Chinese proverb

"An invisible red thread connects those who are destined to meet, regardless of time, place or circumstances. The thread may stretch or tangle but will never break."
(ancient Chinese proverb)


Sunday, December 2, 2012

A Roller Coaster Week

The past 10 days have been amazing, thrilling and emotionally exhausting! 

Let me start by announcing that we have been matched....we have finally seen the face our sweet, precious daughter.  We know who she is, where she is and what she looks like.  And she is beautiful....absolutely breathtaking!  I will share more about her when we are able.  We are so in love with her already...that fast...as if she has always been with us. 

Now let me share with you our journey to her these past 10 days...

Friday, November 23rd
At approximately 3:10pm our social worker sent us an email letting us know that the upcoming Monday night would be the shared list update.  And that although she was on vacation she would be up late Monday night on the computer accessing the shared list and *hopefully* finding some matches.  She also attached the file of a little girl whom she had just recently seen show up on the shared list.  As soon as I saw her email on my phone I was also getting a text from Sean to ask if I had looked at the file.  I quickly called him and we almost immediately decided that we were both very drawn to this beautiful little girl and that we needed to move fast.  By 3:45pm I had emailed our social worker back to let her know that YES we were very interested in this little girl.  Then time began to stand still...it was now the end of the workday on a Friday AND our social worker was on vacation.  Our fears escalated as the hours and days went by, and all the while we kept staring at the picture of the little beauty....and we became more and more attached.

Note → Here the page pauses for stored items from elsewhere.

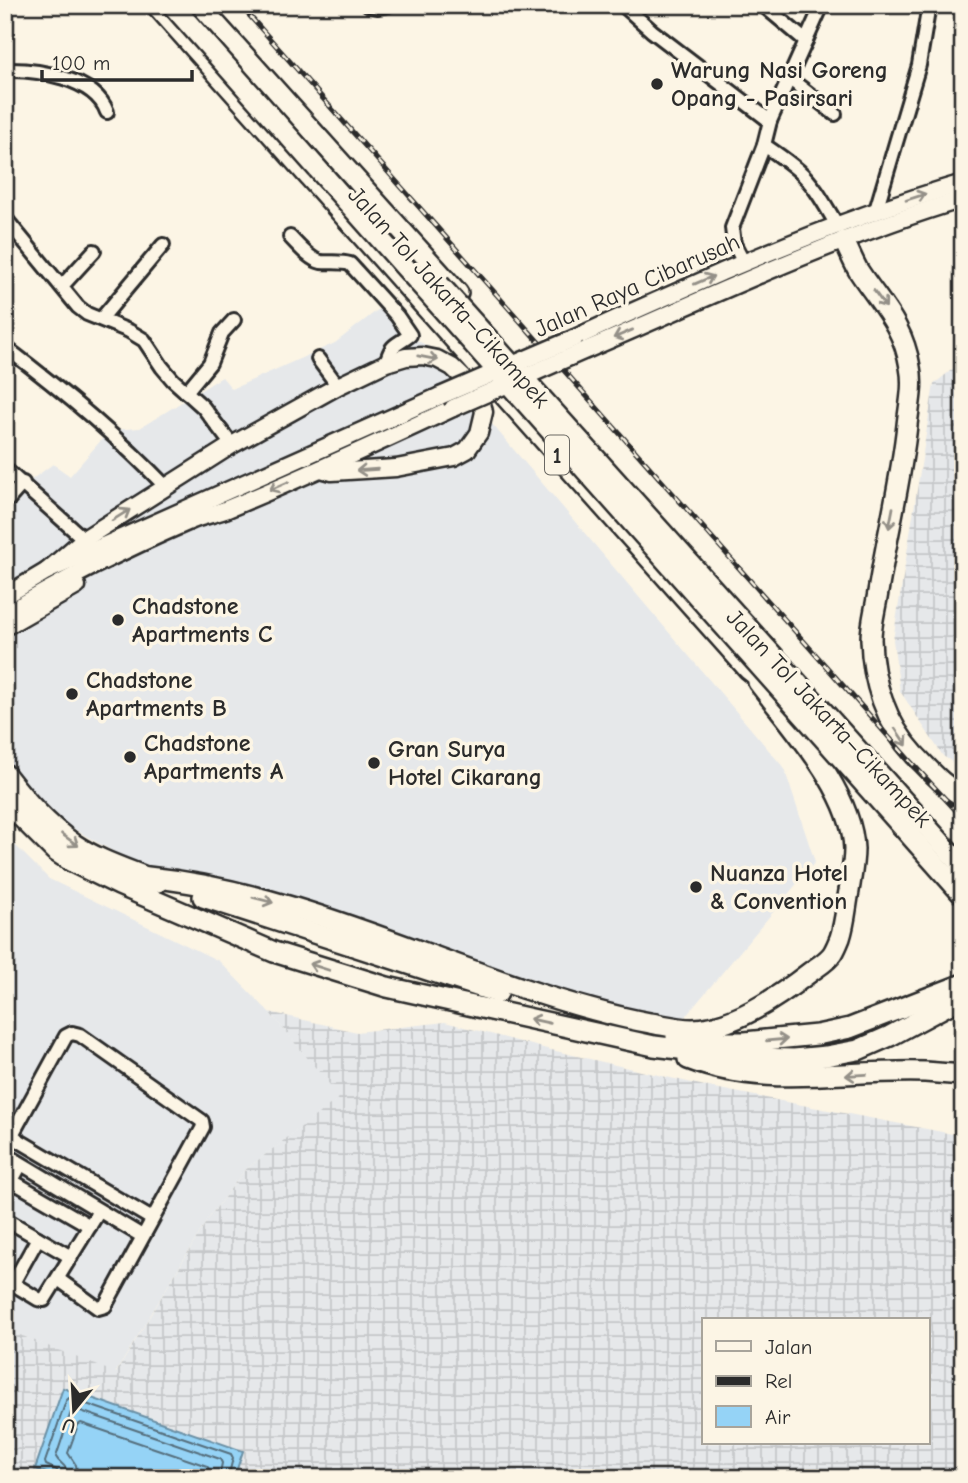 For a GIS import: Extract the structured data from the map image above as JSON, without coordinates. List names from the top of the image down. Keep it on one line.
{"streets":{"highway":["Jalan Tol Jakarta–Cikampek","1"],"main road":["Jalan Raya Cibarusah"]},"crossings":[["Jalan Tol Jakarta–Cikampek","1"]],"places":["Warung Nasi Goreng Opang - Pasirsari","Chadstone Apartments C","Chadstone Apartments B","Chadstone Apartments A","Gran Surya Hotel Cikarang","Nuanza Hotel & Convention"],"legend":["Jalan","Rel","Air"],"scale_bar":"100 m","north":"bottom"} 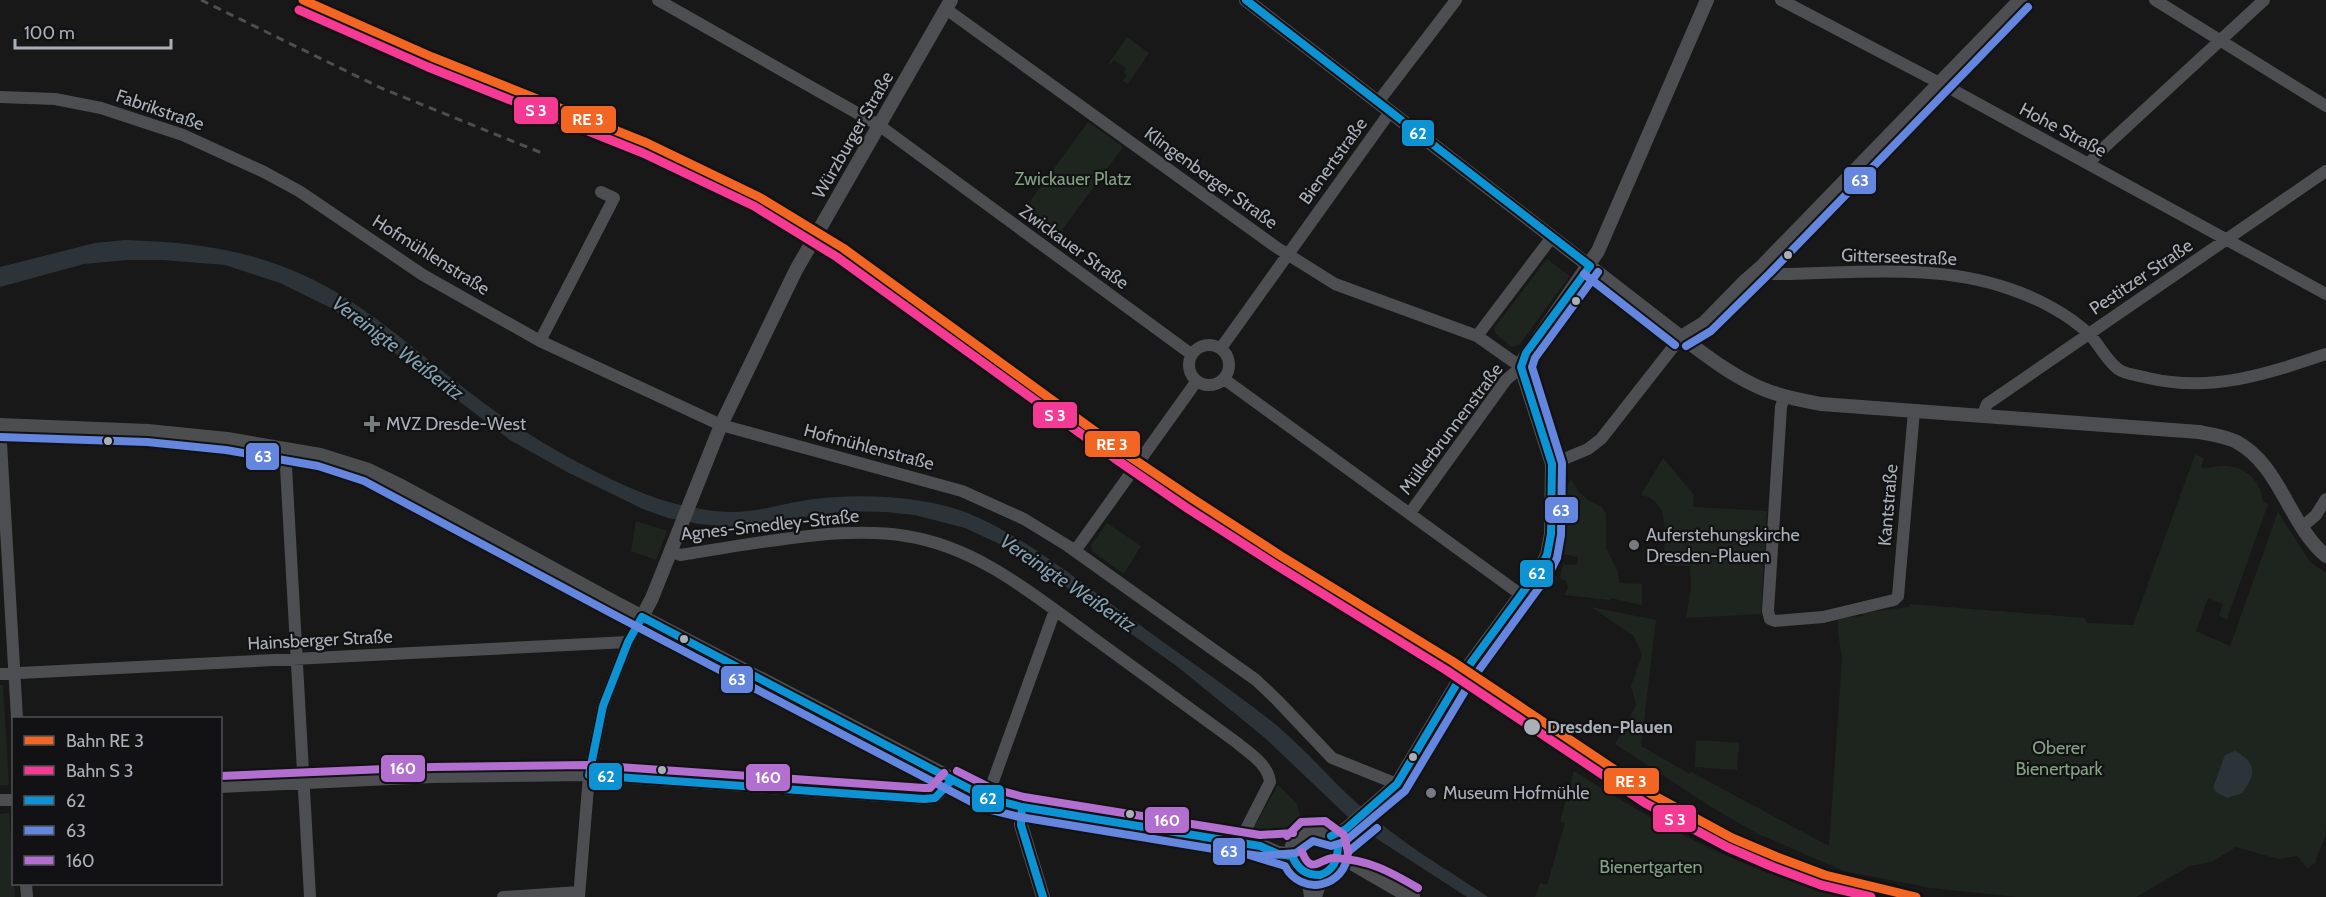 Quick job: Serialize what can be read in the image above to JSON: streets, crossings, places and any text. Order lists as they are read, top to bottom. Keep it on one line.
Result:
{"streets":{"street":["Fabrikstraße","Hohe Straße","Würzburger Straße","Bienertstraße","Klingenberger Straße","Zwickauer Straße","Hofmühlenstraße","Gitterseestraße","Pestitzer Straße","Müllerbrunnenstraße","Kantstraße","Agnes-Smedley-Straße","Hainsberger Straße"]},"crossings":[["Fabrikstraße","Hofmühlenstraße"],["Hohe Straße","Pestitzer Straße"],["Würzburger Straße","Klingenberger Straße"],["Würzburger Straße","Zwickauer Straße"],["Würzburger Straße","Hofmühlenstraße"],["Würzburger Straße","Agnes-Smedley-Straße"],["Bienertstraße","Klingenberger Straße"],["Bienertstraße","Zwickauer Straße"],["Klingenberger Straße","Müllerbrunnenstraße"],["Gitterseestraße","Pestitzer Straße"]],"water":["Vereinigte Weißeritz"],"parks":["Zwickauer Platz","Oberer Bienertpark","Bienertgarten"],"places":{"health":["MVZ Dresde-West"],"other":["Auferstehungskirche Dresden-Plauen","Dresden-Plauen","Museum Hofmühle"]},"lines":["transit line 62","transit line 63","transit line 160"],"legend":["Bahn RE 3","Bahn S 3","62","63","160"],"scale_bar":"100 m"} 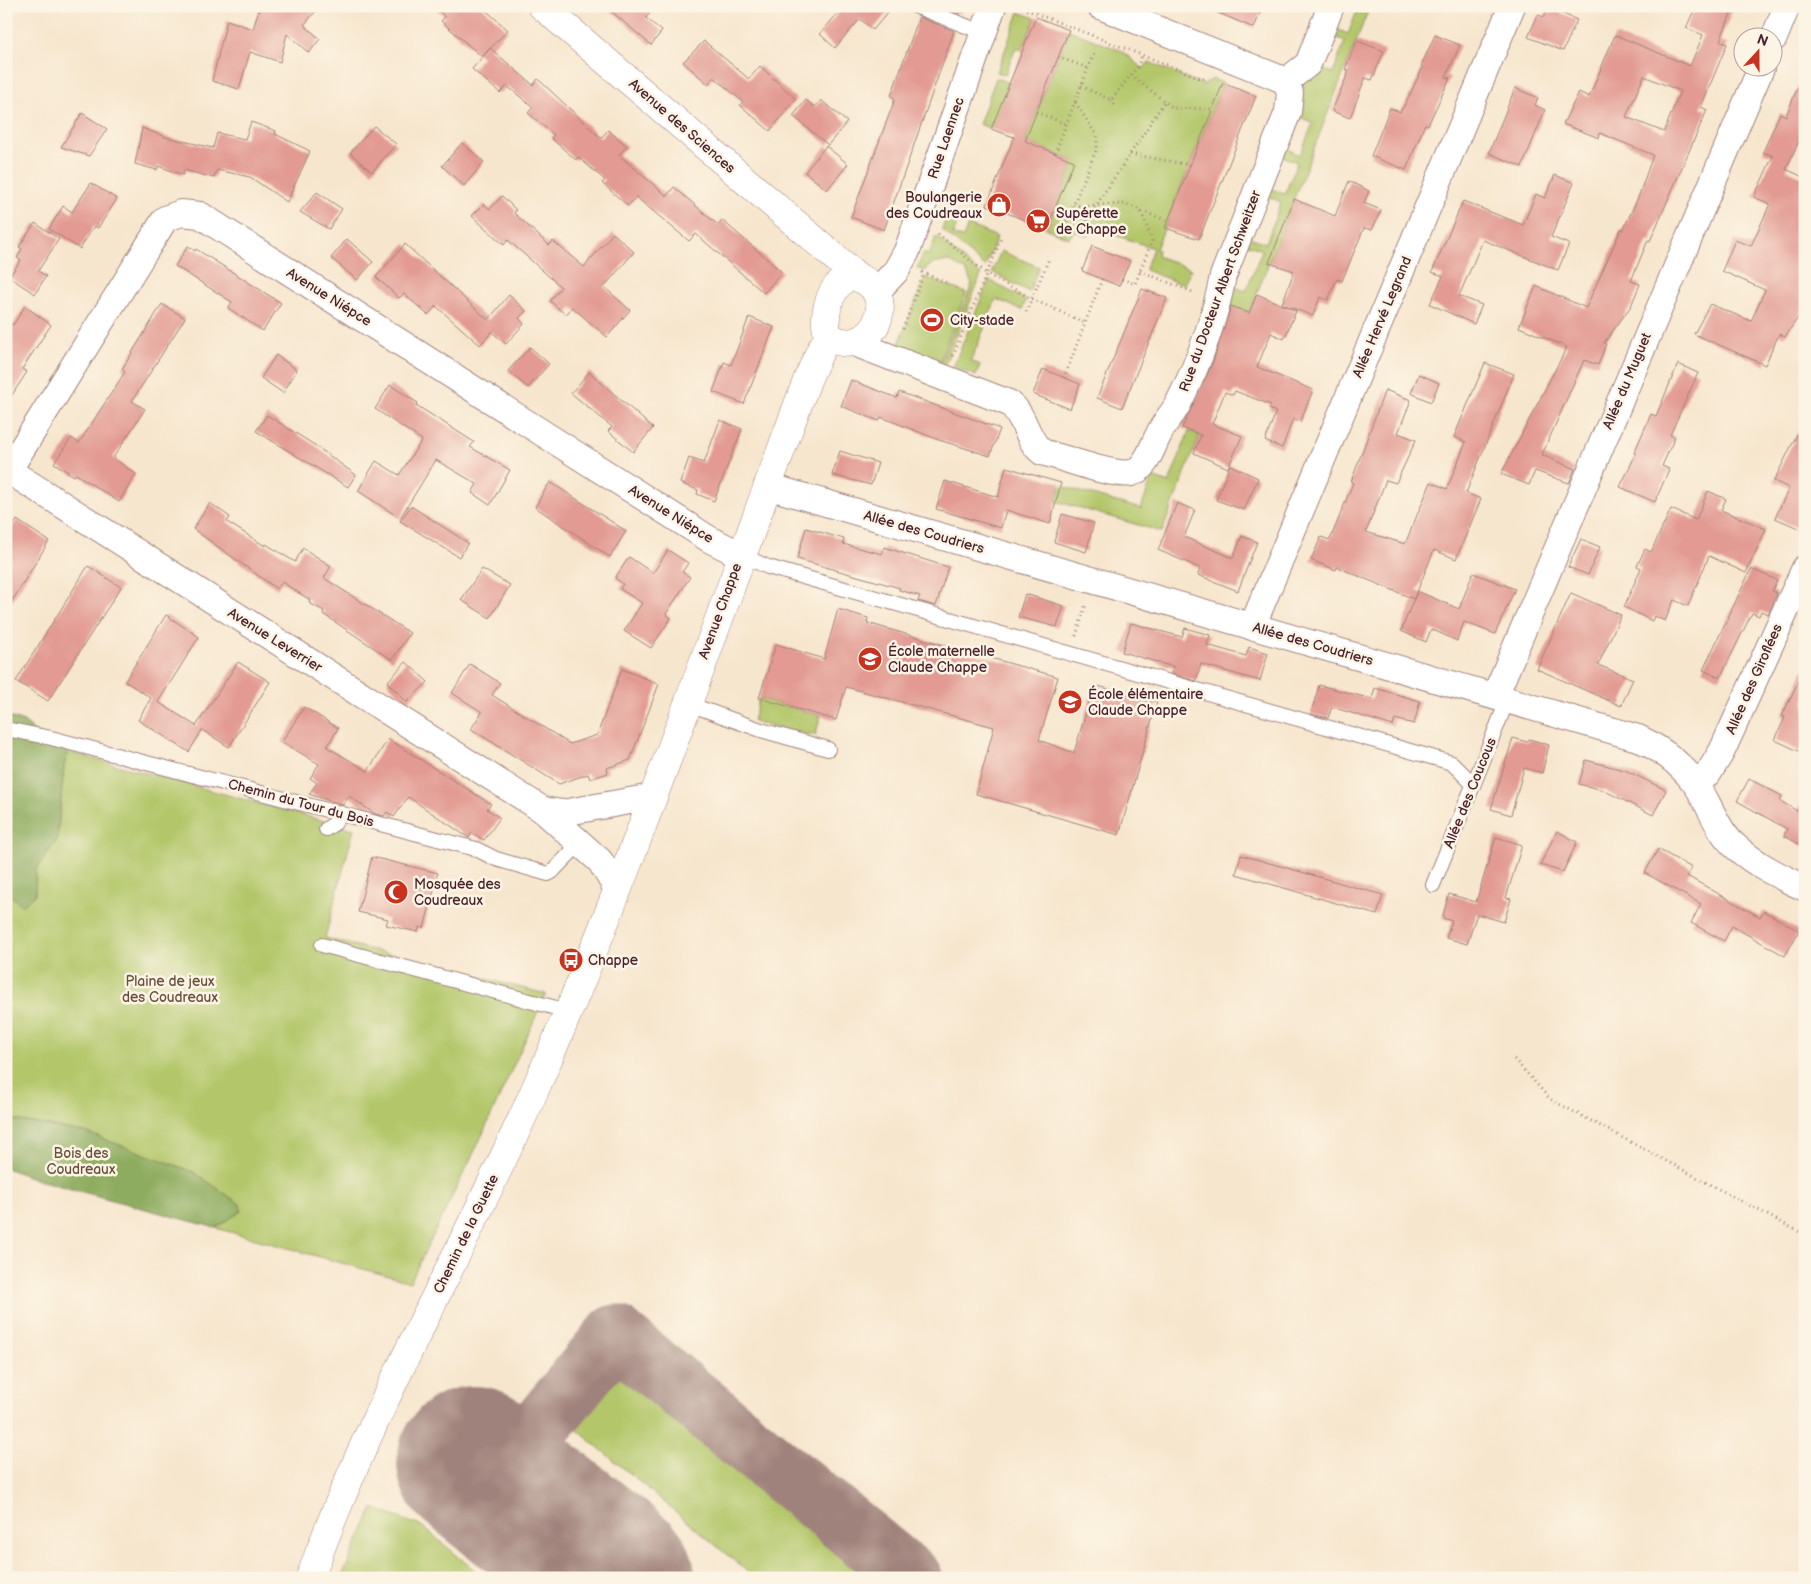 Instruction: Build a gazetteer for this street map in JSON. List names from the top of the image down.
{
  "streets": {
    "street": [
      "Avenue des Sciences",
      "Rue Laennec",
      "Rue du Docteur Albert Schweitzer",
      "Avenue Niépce",
      "Allée Hervé Legrand",
      "Allée du Muguet",
      "Allée des Coudriers",
      "Avenue Chappe",
      "Avenue Leverrier",
      "Allée des Giroflées",
      "Chemin de la Guette"
    ],
    "lane": ["Allée des Coucous", "Chemin du Tour du Bois"]
  },
  "crossings": [
    ["Avenue des Sciences", "Rue Laennec"],
    ["Avenue des Sciences", "Rue du Docteur Albert Schweitzer"],
    ["Avenue des Sciences", "Avenue Chappe"],
    ["Rue du Docteur Albert Schweitzer", "Avenue Chappe"],
    ["Avenue Niépce", "Avenue Chappe"],
    ["Avenue Niépce", "Avenue Leverrier"],
    ["Allée Hervé Legrand", "Allée des Coudriers"],
    ["Allée du Muguet", "Allée des Coudriers"],
    ["Allée du Muguet", "Allée des Coucous"],
    ["Allée des Coudriers", "Avenue Chappe"],
    ["Allée des Coudriers", "Allée des Giroflées"],
    ["Allée des Coudriers", "Allée des Coucous"],
    ["Avenue Chappe", "Avenue Leverrier"],
    ["Avenue Chappe", "Chemin de la Guette"],
    ["Avenue Leverrier", "Chemin du Tour du Bois"],
    ["Avenue Leverrier", "Chemin de la Guette"]
  ],
  "parks": ["Plaine de jeux des Coudreaux", "Bois des Coudreaux"],
  "places": {
    "shop": ["Boulangerie des Coudreaux"],
    "supermarket": ["Supérette de Chappe"],
    "sports": ["City-stade"],
    "school or university": ["École maternelle Claude Chappe", "École élémentaire Claude Chappe"],
    "mosque": ["Mosquée des Coudreaux"],
    "bus stop": ["Chappe"]
  },
  "north": "top"
}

finally....Monday, November 26th
Of course, I was at an all day conference where I didn't have access to my phone at all times.  As soon as the lunch break started I check my phone and there was an email and a voicemail from our social worker.  She has checked the shared list and YES this little girl was still there.  I email her right away and asked her to please lock this child's file for us (locking a file means that our name is assigned to it and other agencies and families don't have access to it).  She got right back to me and said that she was on her way to an appointment but that she would take care of it as soon as she returns. 
At 4:15 we received an email from the social worker letting us know that unfortunately the child's file had been locked by another family.  We felt crushed, defeated and let down.  We were so close and then it all just slipped away.  We were sad, upset and angry.  But the day was far from done.  Remember, it was Monday....the once monthly shared list update was happening that night.  We got ourselves together and geared up for a long night of waiting by the phone and computer.  Finally, by midnight...after a very long and emotional day...it was clear to us that we weren't going to be matched.  Fatigue took over and I fell asleep in bed with my laptop and cell phone...and a very heavy heart. 

Wednesday, November 28th:
With my mind and heart still full for this sweet little girl, I email our social worker and let her know that if this particular little girl ever shows back up on the shared list she should lock the file immediately then notify us. 

Thursday, November 29th:
This was "re-release night"...72 hours after the Monday night shared list update all of the files that were locked on Monday night but then never followed through with by a family (for any various number of reasons) are returned to the shared list and available to all agencies again.  So it's like Monday night all over again...can my heart take this???   Of course, I was at work this day, keeping myself busy, trying hard not to think too much about what the night might bring.  Then, around 8:20pm I casually checked my phone (for about the 99th time that hour!!) and there it was...an email from our social worker with "locked a file for you" in the subject line!  I opened the email but needed to read it over and over to make sure I understood exactly what it said.  By now I am shaking, crying, and rejoicing all at once...it's real...it's really real, she came back and we got her.  I headed directly to my office where a few of my co-workers began crying with me.  We were hugging and passing her beautiful picture all around.  I got a text from Sean and I immediately called him...we were both calm and relieved.  This roller coaster is over, we have finally found our daughter.  We are blessed beyond words!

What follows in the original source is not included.